**EXERCISE DESCRIPTION:** Write out the full listing exactly.

**RECORDS SUPPLIED:**
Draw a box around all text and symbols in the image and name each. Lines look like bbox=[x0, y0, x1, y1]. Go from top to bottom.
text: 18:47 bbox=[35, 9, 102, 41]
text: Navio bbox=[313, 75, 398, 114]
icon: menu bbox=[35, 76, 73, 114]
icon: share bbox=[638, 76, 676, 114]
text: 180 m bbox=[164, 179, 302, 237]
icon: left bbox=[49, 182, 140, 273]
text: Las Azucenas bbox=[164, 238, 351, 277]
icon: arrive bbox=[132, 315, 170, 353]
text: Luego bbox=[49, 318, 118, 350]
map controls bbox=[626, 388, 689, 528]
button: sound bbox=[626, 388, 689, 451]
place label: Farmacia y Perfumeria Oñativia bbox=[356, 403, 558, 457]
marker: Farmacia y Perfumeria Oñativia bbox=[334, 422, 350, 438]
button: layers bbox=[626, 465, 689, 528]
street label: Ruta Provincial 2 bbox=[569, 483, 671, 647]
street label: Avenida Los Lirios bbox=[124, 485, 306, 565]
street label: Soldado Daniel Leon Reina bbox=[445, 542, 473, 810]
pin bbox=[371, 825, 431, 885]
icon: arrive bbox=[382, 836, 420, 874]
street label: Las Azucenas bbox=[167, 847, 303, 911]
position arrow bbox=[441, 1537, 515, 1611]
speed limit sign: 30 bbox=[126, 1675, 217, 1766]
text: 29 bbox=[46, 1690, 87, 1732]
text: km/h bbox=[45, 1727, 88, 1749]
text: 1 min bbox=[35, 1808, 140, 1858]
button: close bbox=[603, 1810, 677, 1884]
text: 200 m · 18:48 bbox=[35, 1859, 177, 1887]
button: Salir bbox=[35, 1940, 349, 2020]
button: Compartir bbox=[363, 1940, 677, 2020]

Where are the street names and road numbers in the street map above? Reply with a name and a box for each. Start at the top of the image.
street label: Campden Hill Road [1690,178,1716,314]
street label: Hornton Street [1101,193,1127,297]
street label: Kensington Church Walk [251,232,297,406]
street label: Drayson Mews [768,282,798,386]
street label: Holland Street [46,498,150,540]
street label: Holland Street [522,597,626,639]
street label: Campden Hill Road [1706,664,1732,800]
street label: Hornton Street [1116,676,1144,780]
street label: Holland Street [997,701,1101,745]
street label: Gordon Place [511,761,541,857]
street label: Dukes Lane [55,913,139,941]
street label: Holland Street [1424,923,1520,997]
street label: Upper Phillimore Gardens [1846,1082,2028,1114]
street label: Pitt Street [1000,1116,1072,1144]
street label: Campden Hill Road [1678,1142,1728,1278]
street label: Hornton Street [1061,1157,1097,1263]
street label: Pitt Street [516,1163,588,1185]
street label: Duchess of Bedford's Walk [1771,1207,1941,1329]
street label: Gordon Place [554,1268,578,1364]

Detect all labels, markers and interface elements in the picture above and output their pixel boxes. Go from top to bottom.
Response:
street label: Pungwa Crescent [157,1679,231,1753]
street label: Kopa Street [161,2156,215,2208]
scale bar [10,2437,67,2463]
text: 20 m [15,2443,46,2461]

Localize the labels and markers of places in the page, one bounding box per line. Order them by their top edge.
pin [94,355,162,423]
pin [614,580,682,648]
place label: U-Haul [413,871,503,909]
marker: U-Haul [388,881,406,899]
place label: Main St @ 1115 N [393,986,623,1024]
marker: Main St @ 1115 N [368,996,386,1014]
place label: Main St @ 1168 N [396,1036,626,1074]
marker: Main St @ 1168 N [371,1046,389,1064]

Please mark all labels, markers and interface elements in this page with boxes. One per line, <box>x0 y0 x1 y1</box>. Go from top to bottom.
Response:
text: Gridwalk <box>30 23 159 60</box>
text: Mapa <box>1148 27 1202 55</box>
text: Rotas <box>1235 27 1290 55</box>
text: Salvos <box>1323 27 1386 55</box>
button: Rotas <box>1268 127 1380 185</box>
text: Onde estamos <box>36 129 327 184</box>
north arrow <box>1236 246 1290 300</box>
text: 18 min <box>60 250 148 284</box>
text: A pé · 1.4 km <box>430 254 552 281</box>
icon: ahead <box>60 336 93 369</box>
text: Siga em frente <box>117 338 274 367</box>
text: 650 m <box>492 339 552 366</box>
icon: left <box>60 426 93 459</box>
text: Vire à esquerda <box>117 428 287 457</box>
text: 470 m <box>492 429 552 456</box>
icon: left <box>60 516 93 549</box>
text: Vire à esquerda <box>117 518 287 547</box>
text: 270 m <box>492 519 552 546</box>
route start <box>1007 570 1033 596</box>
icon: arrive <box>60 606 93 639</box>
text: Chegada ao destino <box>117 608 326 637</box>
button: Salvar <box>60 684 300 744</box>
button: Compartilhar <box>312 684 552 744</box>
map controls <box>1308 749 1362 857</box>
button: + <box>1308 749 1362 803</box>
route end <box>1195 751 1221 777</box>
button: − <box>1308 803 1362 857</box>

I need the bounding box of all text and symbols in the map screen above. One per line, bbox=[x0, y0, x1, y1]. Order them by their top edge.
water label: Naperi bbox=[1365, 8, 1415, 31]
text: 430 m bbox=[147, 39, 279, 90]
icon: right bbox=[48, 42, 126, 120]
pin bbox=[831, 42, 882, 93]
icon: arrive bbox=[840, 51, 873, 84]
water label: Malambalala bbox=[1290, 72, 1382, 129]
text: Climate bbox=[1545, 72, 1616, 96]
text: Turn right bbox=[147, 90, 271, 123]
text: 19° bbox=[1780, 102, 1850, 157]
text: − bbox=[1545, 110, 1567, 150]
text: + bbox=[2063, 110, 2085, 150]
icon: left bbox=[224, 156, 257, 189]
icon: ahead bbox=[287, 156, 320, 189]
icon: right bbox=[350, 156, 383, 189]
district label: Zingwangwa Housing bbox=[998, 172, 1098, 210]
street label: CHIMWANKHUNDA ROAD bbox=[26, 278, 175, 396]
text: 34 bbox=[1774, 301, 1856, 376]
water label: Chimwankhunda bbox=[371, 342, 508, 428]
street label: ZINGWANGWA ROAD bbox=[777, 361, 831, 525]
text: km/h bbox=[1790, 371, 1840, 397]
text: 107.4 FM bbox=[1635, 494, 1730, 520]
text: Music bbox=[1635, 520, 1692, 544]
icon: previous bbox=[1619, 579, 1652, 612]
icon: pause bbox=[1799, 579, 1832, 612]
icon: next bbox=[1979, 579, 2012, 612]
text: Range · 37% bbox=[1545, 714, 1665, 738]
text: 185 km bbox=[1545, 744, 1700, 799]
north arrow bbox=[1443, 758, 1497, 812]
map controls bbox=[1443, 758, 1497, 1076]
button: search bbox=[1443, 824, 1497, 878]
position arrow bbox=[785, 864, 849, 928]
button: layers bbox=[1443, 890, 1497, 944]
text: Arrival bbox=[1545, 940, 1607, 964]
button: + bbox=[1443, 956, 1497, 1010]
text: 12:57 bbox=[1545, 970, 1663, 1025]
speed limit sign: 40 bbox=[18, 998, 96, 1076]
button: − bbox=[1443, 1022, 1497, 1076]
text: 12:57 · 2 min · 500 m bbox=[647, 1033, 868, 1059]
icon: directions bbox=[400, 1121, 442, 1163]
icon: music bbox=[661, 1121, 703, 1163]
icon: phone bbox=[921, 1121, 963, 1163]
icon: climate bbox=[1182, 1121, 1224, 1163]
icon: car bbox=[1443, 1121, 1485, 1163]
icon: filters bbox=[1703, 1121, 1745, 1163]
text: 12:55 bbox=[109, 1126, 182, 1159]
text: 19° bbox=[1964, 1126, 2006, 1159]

**REPLY TO THE EXERCISE:**
Draw a box around all text and symbols in the image and name each. Lines look like bbox=[x0, y0, x1, y1]. Go from top to bottom.
text: 18:47 bbox=[35, 9, 102, 41]
text: Navio bbox=[313, 75, 398, 114]
icon: menu bbox=[35, 76, 73, 114]
icon: share bbox=[638, 76, 676, 114]
text: 180 m bbox=[164, 179, 302, 237]
icon: left bbox=[49, 182, 140, 273]
text: Las Azucenas bbox=[164, 238, 351, 277]
icon: arrive bbox=[132, 315, 170, 353]
text: Luego bbox=[49, 318, 118, 350]
map controls bbox=[626, 388, 689, 528]
button: sound bbox=[626, 388, 689, 451]
place label: Farmacia y Perfumeria Oñativia bbox=[356, 403, 558, 457]
marker: Farmacia y Perfumeria Oñativia bbox=[334, 422, 350, 438]
button: layers bbox=[626, 465, 689, 528]
street label: Ruta Provincial 2 bbox=[569, 483, 671, 647]
street label: Avenida Los Lirios bbox=[124, 485, 306, 565]
street label: Soldado Daniel Leon Reina bbox=[445, 542, 473, 810]
pin bbox=[371, 825, 431, 885]
icon: arrive bbox=[382, 836, 420, 874]
street label: Las Azucenas bbox=[167, 847, 303, 911]
position arrow bbox=[441, 1537, 515, 1611]
speed limit sign: 30 bbox=[126, 1675, 217, 1766]
text: 29 bbox=[46, 1690, 87, 1732]
text: km/h bbox=[45, 1727, 88, 1749]
text: 1 min bbox=[35, 1808, 140, 1858]
button: close bbox=[603, 1810, 677, 1884]
text: 200 m · 18:48 bbox=[35, 1859, 177, 1887]
button: Salir bbox=[35, 1940, 349, 2020]
button: Compartir bbox=[363, 1940, 677, 2020]

Where are the street names and road numbers in the street map above? Reply with a name and a box for each. Start at the top of the image.
street label: Campden Hill Road [1690,178,1716,314]
street label: Hornton Street [1101,193,1127,297]
street label: Kensington Church Walk [251,232,297,406]
street label: Drayson Mews [768,282,798,386]
street label: Holland Street [46,498,150,540]
street label: Holland Street [522,597,626,639]
street label: Campden Hill Road [1706,664,1732,800]
street label: Hornton Street [1116,676,1144,780]
street label: Holland Street [997,701,1101,745]
street label: Gordon Place [511,761,541,857]
street label: Dukes Lane [55,913,139,941]
street label: Holland Street [1424,923,1520,997]
street label: Upper Phillimore Gardens [1846,1082,2028,1114]
street label: Pitt Street [1000,1116,1072,1144]
street label: Campden Hill Road [1678,1142,1728,1278]
street label: Hornton Street [1061,1157,1097,1263]
street label: Pitt Street [516,1163,588,1185]
street label: Duchess of Bedford's Walk [1771,1207,1941,1329]
street label: Gordon Place [554,1268,578,1364]

Detect all labels, markers and interface elements in the picture above and output their pixel boxes. Go from top to bottom.
Response:
street label: Pungwa Crescent [157,1679,231,1753]
street label: Kopa Street [161,2156,215,2208]
scale bar [10,2437,67,2463]
text: 20 m [15,2443,46,2461]

Localize the labels and markers of places in the page, one bounding box per line. Order them by their top edge.
pin [94,355,162,423]
pin [614,580,682,648]
place label: U-Haul [413,871,503,909]
marker: U-Haul [388,881,406,899]
place label: Main St @ 1115 N [393,986,623,1024]
marker: Main St @ 1115 N [368,996,386,1014]
place label: Main St @ 1168 N [396,1036,626,1074]
marker: Main St @ 1168 N [371,1046,389,1064]

Please mark all labels, markers and interface elements in this page with boxes. One per line, <box>x0 y0 x1 y1</box>. Go from top to bottom.
Response:
text: Gridwalk <box>30 23 159 60</box>
text: Mapa <box>1148 27 1202 55</box>
text: Rotas <box>1235 27 1290 55</box>
text: Salvos <box>1323 27 1386 55</box>
button: Rotas <box>1268 127 1380 185</box>
text: Onde estamos <box>36 129 327 184</box>
north arrow <box>1236 246 1290 300</box>
text: 18 min <box>60 250 148 284</box>
text: A pé · 1.4 km <box>430 254 552 281</box>
icon: ahead <box>60 336 93 369</box>
text: Siga em frente <box>117 338 274 367</box>
text: 650 m <box>492 339 552 366</box>
icon: left <box>60 426 93 459</box>
text: Vire à esquerda <box>117 428 287 457</box>
text: 470 m <box>492 429 552 456</box>
icon: left <box>60 516 93 549</box>
text: Vire à esquerda <box>117 518 287 547</box>
text: 270 m <box>492 519 552 546</box>
route start <box>1007 570 1033 596</box>
icon: arrive <box>60 606 93 639</box>
text: Chegada ao destino <box>117 608 326 637</box>
button: Salvar <box>60 684 300 744</box>
button: Compartilhar <box>312 684 552 744</box>
map controls <box>1308 749 1362 857</box>
button: + <box>1308 749 1362 803</box>
route end <box>1195 751 1221 777</box>
button: − <box>1308 803 1362 857</box>

I need the bounding box of all text and symbols in the map screen above. One per line, bbox=[x0, y0, x1, y1]. Order them by their top edge.
water label: Naperi bbox=[1365, 8, 1415, 31]
text: 430 m bbox=[147, 39, 279, 90]
icon: right bbox=[48, 42, 126, 120]
pin bbox=[831, 42, 882, 93]
icon: arrive bbox=[840, 51, 873, 84]
water label: Malambalala bbox=[1290, 72, 1382, 129]
text: Climate bbox=[1545, 72, 1616, 96]
text: Turn right bbox=[147, 90, 271, 123]
text: 19° bbox=[1780, 102, 1850, 157]
text: − bbox=[1545, 110, 1567, 150]
text: + bbox=[2063, 110, 2085, 150]
icon: left bbox=[224, 156, 257, 189]
icon: ahead bbox=[287, 156, 320, 189]
icon: right bbox=[350, 156, 383, 189]
district label: Zingwangwa Housing bbox=[998, 172, 1098, 210]
street label: CHIMWANKHUNDA ROAD bbox=[26, 278, 175, 396]
text: 34 bbox=[1774, 301, 1856, 376]
water label: Chimwankhunda bbox=[371, 342, 508, 428]
street label: ZINGWANGWA ROAD bbox=[777, 361, 831, 525]
text: km/h bbox=[1790, 371, 1840, 397]
text: 107.4 FM bbox=[1635, 494, 1730, 520]
text: Music bbox=[1635, 520, 1692, 544]
icon: previous bbox=[1619, 579, 1652, 612]
icon: pause bbox=[1799, 579, 1832, 612]
icon: next bbox=[1979, 579, 2012, 612]
text: Range · 37% bbox=[1545, 714, 1665, 738]
text: 185 km bbox=[1545, 744, 1700, 799]
north arrow bbox=[1443, 758, 1497, 812]
map controls bbox=[1443, 758, 1497, 1076]
button: search bbox=[1443, 824, 1497, 878]
position arrow bbox=[785, 864, 849, 928]
button: layers bbox=[1443, 890, 1497, 944]
text: Arrival bbox=[1545, 940, 1607, 964]
button: + bbox=[1443, 956, 1497, 1010]
text: 12:57 bbox=[1545, 970, 1663, 1025]
speed limit sign: 40 bbox=[18, 998, 96, 1076]
button: − bbox=[1443, 1022, 1497, 1076]
text: 12:57 · 2 min · 500 m bbox=[647, 1033, 868, 1059]
icon: directions bbox=[400, 1121, 442, 1163]
icon: music bbox=[661, 1121, 703, 1163]
icon: phone bbox=[921, 1121, 963, 1163]
icon: climate bbox=[1182, 1121, 1224, 1163]
icon: car bbox=[1443, 1121, 1485, 1163]
icon: filters bbox=[1703, 1121, 1745, 1163]
text: 12:55 bbox=[109, 1126, 182, 1159]
text: 19° bbox=[1964, 1126, 2006, 1159]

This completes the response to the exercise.